PDA

View Full Version : Performance problem in Haskell


Sang-drax
12-25-2003, 01:11 PM
I'm a Haskell newbie and I'm trying to learn the language.

I've written a K-approximate string matching function in Haskell.
Information about the algorithm can be found at:
http://www.csam.iit.edu/~cs535/dymamic_p3.pdf


--K-approximate string matching
--
--takes two strings and return the minimum number
--of changes needed to make the strings equal
--http://www.csam.iit.edu/~cs535/dymamic_p3.pdf

kCompare :: String -> String -> Int

--Boundary conditions
kCompare [] s = length s
kCompare s [] = length s
--Recursive case
kCompare (x:xs) (y:ys) = min3 ((kCompare xs (y:ys)) + 1) --Remove one character from x
((kCompare (x:xs) ys) + 1) --Remove one character from y
((kCompare xs ys) + equal) --Change a character (if needed)
where
equal = if x == y then 0
else 1
min3 a b c = min a (min b c)

But the performance is extremly bad. When used with strings of 17 characters, the function doesn't finish in 20 minutes, whereas the C++ version finishes in one second using 1000 character strings.
The time complexity of the function is O(nm) where n and m are the length of the two strings.
The Haskell function works perfectly for strings less than 10 characters.

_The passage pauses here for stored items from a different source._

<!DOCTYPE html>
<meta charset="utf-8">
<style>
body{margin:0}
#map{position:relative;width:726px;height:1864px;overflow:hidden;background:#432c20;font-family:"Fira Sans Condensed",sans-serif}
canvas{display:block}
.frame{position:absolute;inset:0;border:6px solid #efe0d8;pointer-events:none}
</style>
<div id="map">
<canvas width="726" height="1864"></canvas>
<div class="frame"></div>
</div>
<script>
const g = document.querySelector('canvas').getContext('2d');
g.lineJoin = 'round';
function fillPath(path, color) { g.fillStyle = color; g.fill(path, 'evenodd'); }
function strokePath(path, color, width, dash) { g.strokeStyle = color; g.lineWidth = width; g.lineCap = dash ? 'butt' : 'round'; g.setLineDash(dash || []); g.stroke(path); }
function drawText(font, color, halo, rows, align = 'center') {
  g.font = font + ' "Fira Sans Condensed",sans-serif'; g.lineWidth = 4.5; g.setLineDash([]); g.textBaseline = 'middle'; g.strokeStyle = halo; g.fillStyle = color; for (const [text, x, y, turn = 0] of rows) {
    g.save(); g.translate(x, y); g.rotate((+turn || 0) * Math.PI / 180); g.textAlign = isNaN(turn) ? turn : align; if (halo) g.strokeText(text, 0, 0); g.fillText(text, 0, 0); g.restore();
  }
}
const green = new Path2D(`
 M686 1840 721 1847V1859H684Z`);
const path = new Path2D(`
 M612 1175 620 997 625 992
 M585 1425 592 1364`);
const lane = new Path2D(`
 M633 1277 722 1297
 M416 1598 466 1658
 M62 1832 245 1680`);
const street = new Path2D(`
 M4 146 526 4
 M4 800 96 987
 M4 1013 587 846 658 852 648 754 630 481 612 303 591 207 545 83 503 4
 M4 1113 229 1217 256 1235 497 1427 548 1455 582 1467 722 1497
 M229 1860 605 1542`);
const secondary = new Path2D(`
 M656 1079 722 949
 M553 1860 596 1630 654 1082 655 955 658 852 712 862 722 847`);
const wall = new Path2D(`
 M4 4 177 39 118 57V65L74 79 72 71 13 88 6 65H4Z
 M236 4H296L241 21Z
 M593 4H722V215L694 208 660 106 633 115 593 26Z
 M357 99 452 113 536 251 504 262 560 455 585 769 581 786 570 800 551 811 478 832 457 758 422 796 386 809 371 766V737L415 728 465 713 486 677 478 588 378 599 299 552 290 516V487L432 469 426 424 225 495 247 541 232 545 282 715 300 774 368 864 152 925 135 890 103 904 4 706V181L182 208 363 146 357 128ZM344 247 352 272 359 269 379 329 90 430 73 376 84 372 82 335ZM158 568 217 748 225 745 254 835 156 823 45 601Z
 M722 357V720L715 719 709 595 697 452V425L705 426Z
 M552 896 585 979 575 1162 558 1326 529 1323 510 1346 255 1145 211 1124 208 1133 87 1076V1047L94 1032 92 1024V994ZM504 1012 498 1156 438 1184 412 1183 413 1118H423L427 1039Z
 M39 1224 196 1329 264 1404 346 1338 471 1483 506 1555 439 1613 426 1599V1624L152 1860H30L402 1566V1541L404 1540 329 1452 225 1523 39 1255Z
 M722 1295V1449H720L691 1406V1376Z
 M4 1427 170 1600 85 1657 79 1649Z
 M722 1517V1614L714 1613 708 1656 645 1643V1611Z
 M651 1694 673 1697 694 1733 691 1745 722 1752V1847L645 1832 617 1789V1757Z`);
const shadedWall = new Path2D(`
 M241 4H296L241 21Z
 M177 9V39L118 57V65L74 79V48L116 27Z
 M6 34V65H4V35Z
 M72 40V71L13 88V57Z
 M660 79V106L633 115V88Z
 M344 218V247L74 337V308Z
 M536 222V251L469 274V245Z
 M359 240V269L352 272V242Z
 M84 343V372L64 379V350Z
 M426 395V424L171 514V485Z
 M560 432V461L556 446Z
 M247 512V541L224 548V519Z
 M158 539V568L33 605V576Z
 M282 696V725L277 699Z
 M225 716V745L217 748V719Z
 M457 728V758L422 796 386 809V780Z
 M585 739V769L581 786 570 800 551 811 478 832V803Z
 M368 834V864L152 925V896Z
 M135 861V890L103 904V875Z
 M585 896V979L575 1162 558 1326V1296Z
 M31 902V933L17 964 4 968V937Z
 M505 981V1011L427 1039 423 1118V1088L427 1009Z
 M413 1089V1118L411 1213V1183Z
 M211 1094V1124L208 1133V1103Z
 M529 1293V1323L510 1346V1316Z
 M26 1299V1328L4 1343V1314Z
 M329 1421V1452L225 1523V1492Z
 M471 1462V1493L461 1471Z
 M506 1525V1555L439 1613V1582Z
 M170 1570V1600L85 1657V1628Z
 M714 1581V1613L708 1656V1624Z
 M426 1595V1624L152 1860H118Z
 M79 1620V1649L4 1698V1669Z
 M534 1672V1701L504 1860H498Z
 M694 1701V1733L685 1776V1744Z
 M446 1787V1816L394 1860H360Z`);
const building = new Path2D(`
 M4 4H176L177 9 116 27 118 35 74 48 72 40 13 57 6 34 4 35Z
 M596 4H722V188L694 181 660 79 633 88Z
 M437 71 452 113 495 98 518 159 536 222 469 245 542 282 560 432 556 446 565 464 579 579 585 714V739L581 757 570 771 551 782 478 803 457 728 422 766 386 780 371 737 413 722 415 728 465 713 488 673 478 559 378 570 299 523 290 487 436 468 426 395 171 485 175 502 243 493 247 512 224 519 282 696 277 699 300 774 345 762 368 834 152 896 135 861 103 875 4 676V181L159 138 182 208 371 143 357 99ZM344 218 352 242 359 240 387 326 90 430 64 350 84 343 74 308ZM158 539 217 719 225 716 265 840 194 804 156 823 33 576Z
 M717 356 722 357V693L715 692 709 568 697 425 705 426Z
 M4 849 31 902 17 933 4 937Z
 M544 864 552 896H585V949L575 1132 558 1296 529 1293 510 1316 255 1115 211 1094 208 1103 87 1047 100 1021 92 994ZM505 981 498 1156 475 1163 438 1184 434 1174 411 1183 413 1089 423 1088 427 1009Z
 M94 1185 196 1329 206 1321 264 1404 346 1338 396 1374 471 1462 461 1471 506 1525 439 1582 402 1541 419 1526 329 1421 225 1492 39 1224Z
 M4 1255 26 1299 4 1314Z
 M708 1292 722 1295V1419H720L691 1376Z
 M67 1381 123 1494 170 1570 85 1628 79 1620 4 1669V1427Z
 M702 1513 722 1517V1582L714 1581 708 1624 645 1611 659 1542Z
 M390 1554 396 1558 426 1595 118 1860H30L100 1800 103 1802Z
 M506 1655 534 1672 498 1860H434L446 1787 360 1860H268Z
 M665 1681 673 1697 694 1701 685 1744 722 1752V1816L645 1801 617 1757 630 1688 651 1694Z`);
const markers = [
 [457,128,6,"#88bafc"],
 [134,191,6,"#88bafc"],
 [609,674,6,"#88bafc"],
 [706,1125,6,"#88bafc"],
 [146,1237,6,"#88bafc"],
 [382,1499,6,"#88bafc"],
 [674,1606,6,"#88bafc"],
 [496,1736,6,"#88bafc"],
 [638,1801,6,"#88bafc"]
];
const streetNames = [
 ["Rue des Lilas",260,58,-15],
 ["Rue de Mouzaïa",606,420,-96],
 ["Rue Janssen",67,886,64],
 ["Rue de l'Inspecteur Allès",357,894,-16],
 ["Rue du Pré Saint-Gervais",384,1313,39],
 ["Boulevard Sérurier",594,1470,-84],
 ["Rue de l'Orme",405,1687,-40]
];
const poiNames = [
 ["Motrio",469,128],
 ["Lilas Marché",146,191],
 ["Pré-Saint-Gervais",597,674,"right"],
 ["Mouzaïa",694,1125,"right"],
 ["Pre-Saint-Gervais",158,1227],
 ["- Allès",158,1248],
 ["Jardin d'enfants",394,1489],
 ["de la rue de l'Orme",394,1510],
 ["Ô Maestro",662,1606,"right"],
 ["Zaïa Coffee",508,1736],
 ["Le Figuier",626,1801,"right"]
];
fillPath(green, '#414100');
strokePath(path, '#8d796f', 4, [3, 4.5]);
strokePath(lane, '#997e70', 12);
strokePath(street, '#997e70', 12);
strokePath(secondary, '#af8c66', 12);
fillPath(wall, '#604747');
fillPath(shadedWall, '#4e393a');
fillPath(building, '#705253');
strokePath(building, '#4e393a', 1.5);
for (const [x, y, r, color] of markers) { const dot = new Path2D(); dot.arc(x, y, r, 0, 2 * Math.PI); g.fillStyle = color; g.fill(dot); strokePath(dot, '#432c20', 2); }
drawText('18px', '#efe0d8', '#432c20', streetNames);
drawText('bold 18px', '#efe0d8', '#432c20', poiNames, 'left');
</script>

I really like the syntax of Haskell, the readability of the above code is very high and the code is brief, but the performance makes the function rather useless.

slidewinder
12-28-2003, 08:24 PM
Could you post the c++ function that you are comparing this to? That Haskell looks to me like it's exponential according to the length of the shorter string. I.e., O(3^17) in your example. Each call to kCompare creates three new, unshared, calls to kCompare. Each of those three creates three more, etc., until one of the strings is empty.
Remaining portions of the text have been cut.